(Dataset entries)
....................

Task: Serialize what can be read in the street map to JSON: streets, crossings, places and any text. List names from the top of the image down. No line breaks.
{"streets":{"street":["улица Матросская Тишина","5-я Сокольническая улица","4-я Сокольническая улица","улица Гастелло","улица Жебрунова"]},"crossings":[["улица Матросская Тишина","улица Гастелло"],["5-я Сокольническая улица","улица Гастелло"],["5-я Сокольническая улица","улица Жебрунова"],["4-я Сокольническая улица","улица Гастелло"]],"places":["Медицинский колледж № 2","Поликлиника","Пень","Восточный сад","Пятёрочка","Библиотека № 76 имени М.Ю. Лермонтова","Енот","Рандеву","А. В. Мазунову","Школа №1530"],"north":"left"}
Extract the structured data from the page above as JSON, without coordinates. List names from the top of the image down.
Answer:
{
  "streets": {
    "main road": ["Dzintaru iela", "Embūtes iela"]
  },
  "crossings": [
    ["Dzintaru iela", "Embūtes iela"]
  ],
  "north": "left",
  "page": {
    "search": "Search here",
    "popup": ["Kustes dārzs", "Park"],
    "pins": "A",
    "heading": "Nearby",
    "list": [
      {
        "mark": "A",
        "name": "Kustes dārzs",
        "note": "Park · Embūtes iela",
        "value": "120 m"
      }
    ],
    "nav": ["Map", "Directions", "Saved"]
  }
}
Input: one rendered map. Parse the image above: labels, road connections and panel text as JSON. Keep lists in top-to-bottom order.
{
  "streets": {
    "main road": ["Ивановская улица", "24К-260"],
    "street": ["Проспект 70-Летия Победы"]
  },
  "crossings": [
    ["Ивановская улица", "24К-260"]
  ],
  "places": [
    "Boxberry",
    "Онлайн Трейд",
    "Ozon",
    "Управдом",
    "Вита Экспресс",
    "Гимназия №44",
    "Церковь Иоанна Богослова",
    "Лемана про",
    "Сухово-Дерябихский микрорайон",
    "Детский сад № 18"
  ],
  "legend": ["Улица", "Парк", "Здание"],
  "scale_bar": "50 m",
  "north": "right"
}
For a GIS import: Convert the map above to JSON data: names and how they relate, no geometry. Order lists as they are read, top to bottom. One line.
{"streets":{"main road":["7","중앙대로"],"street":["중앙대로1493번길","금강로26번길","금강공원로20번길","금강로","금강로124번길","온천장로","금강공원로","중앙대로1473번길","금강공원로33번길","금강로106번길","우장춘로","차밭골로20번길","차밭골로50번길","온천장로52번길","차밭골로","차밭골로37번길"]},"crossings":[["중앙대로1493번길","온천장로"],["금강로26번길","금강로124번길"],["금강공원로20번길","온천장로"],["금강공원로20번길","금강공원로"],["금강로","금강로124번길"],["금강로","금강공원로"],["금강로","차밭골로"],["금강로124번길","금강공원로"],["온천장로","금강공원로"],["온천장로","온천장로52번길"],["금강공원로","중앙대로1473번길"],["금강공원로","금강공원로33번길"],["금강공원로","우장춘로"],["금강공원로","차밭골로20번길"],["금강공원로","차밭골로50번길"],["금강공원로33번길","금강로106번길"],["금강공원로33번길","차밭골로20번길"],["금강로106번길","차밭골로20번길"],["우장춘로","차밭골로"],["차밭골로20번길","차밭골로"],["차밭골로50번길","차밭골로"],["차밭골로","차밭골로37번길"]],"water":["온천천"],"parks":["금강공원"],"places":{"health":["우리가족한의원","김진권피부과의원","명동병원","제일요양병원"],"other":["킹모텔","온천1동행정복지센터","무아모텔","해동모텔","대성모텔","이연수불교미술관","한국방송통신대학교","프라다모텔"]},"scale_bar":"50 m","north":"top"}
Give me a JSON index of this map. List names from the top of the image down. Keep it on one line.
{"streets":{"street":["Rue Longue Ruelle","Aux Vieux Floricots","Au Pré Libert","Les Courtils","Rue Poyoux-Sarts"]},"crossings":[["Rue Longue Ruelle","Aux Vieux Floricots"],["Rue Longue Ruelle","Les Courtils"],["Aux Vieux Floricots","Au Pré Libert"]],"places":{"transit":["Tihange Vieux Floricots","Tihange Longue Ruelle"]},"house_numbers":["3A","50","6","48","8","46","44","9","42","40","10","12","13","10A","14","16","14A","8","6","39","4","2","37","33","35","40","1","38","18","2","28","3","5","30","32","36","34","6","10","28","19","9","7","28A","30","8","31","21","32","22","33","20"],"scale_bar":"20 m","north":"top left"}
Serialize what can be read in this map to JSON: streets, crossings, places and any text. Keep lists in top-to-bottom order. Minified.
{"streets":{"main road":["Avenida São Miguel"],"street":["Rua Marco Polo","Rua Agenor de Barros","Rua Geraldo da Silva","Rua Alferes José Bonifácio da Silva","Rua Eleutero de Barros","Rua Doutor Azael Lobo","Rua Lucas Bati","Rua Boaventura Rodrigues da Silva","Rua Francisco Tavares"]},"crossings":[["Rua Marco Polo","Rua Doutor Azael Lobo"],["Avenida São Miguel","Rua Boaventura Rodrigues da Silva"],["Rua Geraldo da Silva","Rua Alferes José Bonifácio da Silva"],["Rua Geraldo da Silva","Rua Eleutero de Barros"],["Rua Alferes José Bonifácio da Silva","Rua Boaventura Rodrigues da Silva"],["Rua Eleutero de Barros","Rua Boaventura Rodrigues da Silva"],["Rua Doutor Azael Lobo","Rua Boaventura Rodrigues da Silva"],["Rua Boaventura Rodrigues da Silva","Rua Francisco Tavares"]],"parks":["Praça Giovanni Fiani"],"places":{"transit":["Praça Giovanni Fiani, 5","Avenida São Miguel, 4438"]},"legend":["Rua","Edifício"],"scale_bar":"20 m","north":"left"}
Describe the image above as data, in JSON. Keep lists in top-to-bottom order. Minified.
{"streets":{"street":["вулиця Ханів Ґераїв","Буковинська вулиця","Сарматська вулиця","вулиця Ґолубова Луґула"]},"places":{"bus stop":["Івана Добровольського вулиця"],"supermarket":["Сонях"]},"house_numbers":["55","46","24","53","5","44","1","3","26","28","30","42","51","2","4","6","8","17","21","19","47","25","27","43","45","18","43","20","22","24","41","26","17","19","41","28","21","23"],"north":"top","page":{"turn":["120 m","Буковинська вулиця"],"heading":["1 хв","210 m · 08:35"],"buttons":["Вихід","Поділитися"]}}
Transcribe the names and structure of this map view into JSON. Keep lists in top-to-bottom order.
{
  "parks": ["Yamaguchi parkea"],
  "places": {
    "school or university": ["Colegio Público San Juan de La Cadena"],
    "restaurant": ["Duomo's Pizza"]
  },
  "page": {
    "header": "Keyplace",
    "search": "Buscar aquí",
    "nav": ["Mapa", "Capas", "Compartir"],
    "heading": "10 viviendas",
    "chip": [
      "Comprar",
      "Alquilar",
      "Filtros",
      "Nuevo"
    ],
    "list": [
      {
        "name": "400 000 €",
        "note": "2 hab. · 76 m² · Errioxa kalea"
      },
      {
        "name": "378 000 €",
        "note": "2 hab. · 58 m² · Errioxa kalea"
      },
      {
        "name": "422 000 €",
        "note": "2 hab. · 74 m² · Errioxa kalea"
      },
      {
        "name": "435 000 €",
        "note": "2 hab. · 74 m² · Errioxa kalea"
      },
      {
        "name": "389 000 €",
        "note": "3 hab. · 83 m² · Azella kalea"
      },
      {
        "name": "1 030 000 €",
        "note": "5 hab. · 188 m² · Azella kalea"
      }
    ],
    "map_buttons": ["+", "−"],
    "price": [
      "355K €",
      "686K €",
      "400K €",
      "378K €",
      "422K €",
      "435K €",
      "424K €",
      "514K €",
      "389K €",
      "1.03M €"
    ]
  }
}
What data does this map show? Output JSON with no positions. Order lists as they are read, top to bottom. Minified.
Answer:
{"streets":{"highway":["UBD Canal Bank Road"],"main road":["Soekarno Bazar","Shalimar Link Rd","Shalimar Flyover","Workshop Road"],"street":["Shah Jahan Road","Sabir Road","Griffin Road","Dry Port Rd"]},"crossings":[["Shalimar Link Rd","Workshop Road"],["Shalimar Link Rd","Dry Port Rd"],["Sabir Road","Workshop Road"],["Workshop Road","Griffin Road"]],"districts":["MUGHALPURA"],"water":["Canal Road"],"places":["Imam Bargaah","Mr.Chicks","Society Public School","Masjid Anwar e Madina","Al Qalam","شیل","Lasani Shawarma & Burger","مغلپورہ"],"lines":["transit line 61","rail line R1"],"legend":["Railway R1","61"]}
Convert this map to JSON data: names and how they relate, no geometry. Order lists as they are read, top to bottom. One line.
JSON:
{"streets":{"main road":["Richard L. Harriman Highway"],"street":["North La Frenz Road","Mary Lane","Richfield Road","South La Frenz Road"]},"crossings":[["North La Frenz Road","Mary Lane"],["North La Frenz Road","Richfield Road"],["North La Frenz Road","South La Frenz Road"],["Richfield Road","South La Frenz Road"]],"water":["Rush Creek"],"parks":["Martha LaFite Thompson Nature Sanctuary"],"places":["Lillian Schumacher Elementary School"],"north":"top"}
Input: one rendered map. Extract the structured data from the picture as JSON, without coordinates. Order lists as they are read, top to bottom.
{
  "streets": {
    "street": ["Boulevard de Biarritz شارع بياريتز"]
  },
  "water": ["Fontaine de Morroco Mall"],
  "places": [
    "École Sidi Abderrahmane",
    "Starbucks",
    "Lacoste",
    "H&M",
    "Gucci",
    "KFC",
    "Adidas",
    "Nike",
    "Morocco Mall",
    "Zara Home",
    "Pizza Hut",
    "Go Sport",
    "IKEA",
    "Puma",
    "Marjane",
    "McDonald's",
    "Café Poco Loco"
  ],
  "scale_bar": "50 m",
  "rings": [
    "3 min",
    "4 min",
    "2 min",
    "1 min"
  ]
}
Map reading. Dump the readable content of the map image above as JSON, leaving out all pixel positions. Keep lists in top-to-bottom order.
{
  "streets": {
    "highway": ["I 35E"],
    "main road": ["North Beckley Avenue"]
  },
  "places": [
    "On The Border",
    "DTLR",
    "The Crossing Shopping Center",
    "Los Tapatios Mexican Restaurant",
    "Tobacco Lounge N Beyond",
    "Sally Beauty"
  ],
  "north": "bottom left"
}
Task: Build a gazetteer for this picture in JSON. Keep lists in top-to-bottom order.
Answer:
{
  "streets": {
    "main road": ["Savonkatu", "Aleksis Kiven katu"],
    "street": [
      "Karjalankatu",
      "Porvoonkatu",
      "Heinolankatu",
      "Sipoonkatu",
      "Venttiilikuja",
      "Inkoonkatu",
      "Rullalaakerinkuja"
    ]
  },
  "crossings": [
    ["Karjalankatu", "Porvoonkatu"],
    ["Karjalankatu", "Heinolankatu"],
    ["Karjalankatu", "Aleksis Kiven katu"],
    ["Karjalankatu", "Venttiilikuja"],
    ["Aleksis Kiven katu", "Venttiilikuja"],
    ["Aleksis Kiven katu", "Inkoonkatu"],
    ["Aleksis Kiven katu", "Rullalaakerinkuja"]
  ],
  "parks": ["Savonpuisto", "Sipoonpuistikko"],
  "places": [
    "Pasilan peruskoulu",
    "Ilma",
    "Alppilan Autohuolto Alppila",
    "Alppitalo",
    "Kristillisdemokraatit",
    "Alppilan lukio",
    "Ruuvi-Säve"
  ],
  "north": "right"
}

....................

§ **Aim of the task**
The required output is every line above from the one with "Transcribe the names" down to the one with "What data does", restated word for word, ends included.

§ **Answer box**
Transcribe the names and structure of this map view into JSON. Keep lists in top-to-bottom order.
{
  "parks": ["Yamaguchi parkea"],
  "places": {
    "school or university": ["Colegio Público San Juan de La Cadena"],
    "restaurant": ["Duomo's Pizza"]
  },
  "page": {
    "header": "Keyplace",
    "search": "Buscar aquí",
    "nav": ["Mapa", "Capas", "Compartir"],
    "heading": "10 viviendas",
    "chip": [
      "Comprar",
      "Alquilar",
      "Filtros",
      "Nuevo"
    ],
    "list": [
      {
        "name": "400 000 €",
        "note": "2 hab. · 76 m² · Errioxa kalea"
      },
      {
        "name": "378 000 €",
        "note": "2 hab. · 58 m² · Errioxa kalea"
      },
      {
        "name": "422 000 €",
        "note": "2 hab. · 74 m² · Errioxa kalea"
      },
      {
        "name": "435 000 €",
        "note": "2 hab. · 74 m² · Errioxa kalea"
      },
      {
        "name": "389 000 €",
        "note": "3 hab. · 83 m² · Azella kalea"
      },
      {
        "name": "1 030 000 €",
        "note": "5 hab. · 188 m² · Azella kalea"
      }
    ],
    "map_buttons": ["+", "−"],
    "price": [
      "355K €",
      "686K €",
      "400K €",
      "378K €",
      "422K €",
      "435K €",
      "424K €",
      "514K €",
      "389K €",
      "1.03M €"
    ]
  }
}
What data does this map show? Output JSON with no positions. Order lists as they are read, top to bottom. Minified.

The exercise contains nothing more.